Fino a questo punto abbiamo studiato l’operatività dei traders che attendono la rottura (breakout o breakdown) per prendere posizioni sia long che short. In realtà, se la figura è abbastanza ampia, è possibile operare anche sugli estremi (supporto e resistenze, linee di demarcazione del rettangolo), comprando sul supporto e vendendo sulla resistenza, o viceversa, vendendo allo scoperto sulla resistenza (short sell) e comprando sul supporto (exit short). In tal caso il rischio è quello di rimanere “intrappolati” nel momento in cui i prezzi escono dalla formazione.

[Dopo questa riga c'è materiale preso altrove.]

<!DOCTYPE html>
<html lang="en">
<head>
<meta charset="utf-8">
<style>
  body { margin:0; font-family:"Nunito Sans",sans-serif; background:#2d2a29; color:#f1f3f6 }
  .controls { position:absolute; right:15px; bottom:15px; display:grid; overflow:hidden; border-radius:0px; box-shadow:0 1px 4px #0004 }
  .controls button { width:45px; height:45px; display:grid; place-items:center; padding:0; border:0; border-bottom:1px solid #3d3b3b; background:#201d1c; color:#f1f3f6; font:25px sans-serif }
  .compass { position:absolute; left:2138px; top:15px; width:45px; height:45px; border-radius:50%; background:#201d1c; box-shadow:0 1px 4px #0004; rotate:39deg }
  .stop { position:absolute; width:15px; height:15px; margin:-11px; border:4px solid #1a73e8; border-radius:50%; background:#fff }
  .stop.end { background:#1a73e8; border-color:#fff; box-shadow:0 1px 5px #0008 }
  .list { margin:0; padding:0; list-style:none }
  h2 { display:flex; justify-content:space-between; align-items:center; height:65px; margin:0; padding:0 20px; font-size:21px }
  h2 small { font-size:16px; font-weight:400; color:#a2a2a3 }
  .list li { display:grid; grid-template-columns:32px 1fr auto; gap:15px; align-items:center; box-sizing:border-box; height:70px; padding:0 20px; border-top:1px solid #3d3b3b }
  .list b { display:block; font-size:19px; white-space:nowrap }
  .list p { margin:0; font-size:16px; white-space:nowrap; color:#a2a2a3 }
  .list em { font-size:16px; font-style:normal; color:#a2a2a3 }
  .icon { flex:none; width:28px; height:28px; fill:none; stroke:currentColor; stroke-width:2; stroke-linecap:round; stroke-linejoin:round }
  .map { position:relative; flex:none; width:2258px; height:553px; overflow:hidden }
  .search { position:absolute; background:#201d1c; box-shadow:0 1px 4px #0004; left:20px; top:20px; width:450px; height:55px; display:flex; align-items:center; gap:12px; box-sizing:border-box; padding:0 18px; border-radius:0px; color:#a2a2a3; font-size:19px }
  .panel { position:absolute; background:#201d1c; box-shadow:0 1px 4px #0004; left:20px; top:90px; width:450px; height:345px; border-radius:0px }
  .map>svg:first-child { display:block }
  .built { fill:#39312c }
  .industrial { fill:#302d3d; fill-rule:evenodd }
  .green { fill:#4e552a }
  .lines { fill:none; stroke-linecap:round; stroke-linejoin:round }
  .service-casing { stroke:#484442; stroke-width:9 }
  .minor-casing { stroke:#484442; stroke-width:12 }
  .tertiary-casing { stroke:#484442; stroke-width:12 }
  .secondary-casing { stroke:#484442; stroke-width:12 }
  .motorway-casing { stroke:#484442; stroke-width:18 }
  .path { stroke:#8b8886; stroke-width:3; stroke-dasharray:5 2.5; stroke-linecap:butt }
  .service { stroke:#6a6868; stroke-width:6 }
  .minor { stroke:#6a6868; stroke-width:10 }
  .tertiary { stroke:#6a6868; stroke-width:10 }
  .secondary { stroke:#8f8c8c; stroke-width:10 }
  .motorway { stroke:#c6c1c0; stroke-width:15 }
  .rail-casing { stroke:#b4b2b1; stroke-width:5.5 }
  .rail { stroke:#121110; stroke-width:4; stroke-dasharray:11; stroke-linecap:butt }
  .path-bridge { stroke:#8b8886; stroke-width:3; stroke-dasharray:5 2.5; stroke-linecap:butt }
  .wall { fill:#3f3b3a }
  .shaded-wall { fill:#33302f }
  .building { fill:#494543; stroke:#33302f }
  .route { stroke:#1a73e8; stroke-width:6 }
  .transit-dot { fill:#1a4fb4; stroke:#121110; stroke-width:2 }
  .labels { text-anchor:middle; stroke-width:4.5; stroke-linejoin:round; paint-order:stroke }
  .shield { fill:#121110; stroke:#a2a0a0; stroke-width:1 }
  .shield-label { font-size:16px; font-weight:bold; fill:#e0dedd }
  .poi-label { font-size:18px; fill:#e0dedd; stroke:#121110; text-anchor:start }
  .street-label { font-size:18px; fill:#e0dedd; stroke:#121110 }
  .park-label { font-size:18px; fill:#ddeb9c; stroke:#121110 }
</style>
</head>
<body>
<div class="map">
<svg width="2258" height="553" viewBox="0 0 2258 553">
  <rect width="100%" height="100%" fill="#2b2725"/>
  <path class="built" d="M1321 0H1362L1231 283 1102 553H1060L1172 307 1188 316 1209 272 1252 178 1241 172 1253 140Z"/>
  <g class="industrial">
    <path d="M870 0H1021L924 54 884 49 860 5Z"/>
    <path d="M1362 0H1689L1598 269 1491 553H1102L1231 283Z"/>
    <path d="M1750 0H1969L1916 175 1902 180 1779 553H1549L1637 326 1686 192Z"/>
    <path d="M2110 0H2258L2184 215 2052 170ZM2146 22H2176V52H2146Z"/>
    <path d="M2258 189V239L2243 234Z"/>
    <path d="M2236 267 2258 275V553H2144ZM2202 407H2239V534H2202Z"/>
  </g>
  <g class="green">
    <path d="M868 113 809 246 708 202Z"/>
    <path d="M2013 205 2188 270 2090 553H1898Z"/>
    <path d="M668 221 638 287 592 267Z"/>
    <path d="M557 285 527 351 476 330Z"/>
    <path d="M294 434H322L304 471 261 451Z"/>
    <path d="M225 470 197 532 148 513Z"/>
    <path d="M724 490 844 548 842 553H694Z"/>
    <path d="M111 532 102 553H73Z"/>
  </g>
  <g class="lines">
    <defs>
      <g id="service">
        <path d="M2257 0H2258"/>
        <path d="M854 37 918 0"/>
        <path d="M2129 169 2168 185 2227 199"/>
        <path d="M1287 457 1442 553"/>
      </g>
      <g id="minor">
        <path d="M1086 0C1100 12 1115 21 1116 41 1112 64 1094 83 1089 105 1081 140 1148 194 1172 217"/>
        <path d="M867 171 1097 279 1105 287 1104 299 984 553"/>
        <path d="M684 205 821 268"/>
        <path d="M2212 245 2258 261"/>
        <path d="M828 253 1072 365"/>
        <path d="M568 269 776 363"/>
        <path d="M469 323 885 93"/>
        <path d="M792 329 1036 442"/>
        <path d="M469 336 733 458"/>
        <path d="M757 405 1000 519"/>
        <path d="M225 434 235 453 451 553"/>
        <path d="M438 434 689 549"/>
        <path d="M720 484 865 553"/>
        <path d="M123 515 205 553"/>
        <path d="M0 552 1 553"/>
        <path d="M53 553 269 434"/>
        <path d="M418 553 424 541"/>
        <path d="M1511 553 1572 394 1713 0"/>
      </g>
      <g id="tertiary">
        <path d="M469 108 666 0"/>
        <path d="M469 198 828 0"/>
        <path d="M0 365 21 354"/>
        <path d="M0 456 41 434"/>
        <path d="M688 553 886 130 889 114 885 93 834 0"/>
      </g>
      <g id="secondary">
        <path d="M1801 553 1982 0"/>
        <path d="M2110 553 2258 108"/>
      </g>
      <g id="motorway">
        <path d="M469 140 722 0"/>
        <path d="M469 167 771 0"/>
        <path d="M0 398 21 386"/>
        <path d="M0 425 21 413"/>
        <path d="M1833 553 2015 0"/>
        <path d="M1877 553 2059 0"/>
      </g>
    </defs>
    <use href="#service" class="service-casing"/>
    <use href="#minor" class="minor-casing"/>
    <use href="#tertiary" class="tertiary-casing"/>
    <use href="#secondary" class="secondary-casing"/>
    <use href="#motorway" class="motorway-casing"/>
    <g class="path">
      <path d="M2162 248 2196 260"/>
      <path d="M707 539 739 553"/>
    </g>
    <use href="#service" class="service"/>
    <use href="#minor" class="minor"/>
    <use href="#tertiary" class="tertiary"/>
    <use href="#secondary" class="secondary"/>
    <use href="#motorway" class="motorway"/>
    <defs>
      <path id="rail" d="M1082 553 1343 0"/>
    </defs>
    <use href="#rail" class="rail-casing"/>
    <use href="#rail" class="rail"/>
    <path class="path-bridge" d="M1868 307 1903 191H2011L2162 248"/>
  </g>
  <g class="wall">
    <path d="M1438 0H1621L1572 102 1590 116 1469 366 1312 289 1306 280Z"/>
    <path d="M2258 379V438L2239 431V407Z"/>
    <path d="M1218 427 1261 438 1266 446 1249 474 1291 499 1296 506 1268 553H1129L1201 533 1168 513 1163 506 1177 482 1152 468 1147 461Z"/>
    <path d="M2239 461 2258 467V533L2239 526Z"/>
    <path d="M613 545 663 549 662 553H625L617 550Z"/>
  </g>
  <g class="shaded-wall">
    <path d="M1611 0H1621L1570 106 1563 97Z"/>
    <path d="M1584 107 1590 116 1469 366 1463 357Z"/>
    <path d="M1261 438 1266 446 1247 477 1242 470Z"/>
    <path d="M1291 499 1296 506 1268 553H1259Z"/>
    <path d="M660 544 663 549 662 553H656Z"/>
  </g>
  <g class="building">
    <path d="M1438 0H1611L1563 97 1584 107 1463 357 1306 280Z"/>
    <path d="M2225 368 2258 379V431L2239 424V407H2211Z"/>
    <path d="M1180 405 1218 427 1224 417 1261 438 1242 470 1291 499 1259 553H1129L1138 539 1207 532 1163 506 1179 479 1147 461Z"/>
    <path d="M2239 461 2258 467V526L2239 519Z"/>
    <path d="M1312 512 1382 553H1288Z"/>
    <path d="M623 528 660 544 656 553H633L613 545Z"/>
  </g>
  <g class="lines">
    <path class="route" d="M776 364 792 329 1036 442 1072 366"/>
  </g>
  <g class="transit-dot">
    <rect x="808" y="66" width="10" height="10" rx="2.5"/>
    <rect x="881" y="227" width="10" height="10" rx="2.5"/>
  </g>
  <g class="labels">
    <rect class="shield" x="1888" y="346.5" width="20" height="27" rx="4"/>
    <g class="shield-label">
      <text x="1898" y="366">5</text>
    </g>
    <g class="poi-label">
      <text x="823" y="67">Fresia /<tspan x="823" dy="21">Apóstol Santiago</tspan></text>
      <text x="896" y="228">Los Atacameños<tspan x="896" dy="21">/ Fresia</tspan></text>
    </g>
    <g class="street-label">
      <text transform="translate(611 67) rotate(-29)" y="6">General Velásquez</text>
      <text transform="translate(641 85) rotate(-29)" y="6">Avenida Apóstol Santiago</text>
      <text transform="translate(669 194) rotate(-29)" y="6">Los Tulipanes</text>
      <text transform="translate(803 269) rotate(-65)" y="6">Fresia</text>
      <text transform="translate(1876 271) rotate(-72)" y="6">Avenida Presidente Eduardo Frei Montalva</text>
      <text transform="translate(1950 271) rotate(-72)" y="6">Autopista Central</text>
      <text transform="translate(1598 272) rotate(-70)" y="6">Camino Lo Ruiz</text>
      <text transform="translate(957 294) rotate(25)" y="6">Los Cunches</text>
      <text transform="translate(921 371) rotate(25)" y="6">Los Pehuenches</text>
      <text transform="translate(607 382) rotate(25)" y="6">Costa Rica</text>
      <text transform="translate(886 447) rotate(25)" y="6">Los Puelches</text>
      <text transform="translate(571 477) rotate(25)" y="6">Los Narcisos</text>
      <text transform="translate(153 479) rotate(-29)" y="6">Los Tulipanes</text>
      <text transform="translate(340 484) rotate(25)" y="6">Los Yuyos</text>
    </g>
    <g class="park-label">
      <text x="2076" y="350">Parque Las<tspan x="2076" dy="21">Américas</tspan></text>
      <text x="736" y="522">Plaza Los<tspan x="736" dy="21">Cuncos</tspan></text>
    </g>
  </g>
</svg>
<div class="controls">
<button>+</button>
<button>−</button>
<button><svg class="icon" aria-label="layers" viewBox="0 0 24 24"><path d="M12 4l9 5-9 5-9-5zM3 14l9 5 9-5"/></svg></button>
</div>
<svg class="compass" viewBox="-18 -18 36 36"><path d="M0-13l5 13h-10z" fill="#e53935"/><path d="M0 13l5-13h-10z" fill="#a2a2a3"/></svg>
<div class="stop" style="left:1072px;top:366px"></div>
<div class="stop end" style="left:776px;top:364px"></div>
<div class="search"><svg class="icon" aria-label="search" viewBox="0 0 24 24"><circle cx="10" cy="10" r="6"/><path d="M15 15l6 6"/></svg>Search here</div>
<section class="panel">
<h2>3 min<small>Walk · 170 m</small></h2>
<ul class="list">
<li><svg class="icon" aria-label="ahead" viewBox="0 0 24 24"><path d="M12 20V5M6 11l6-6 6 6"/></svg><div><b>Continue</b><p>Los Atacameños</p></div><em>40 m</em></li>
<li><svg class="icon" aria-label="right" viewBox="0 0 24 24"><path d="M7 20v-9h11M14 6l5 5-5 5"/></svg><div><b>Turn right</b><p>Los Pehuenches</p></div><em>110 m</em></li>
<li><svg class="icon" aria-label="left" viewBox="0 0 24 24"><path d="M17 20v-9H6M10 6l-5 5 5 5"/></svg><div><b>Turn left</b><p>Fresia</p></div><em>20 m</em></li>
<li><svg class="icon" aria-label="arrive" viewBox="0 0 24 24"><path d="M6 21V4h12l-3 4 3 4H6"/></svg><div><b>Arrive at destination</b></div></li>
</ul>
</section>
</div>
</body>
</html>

Molto importante a tal proposito è l’uso dello stop loss.
A parare di chi scrive un’operatività di breakout ha un miglior rischio/rendimento.

Il target e quindi il take profit per un rettangolo di inversione si calcola proiettando dal punto di breakout l’altezza della formazione grafica calcolata dal supporto alla resistenza. Tale livello rappresenta il primo obiettivo della figura. A questo livello, a seconda dello stile di trading online dell’operatore, si può liquidare una parte o l’intera posizione, incrementarla, revisionare gli stop loss e i take profit ecc.. Il secondo target, quello limite, si calcola proiettando dal punto di breakout/breakdown la distanza tra l’inizio del trend precedente ed il massimo della figura studiata.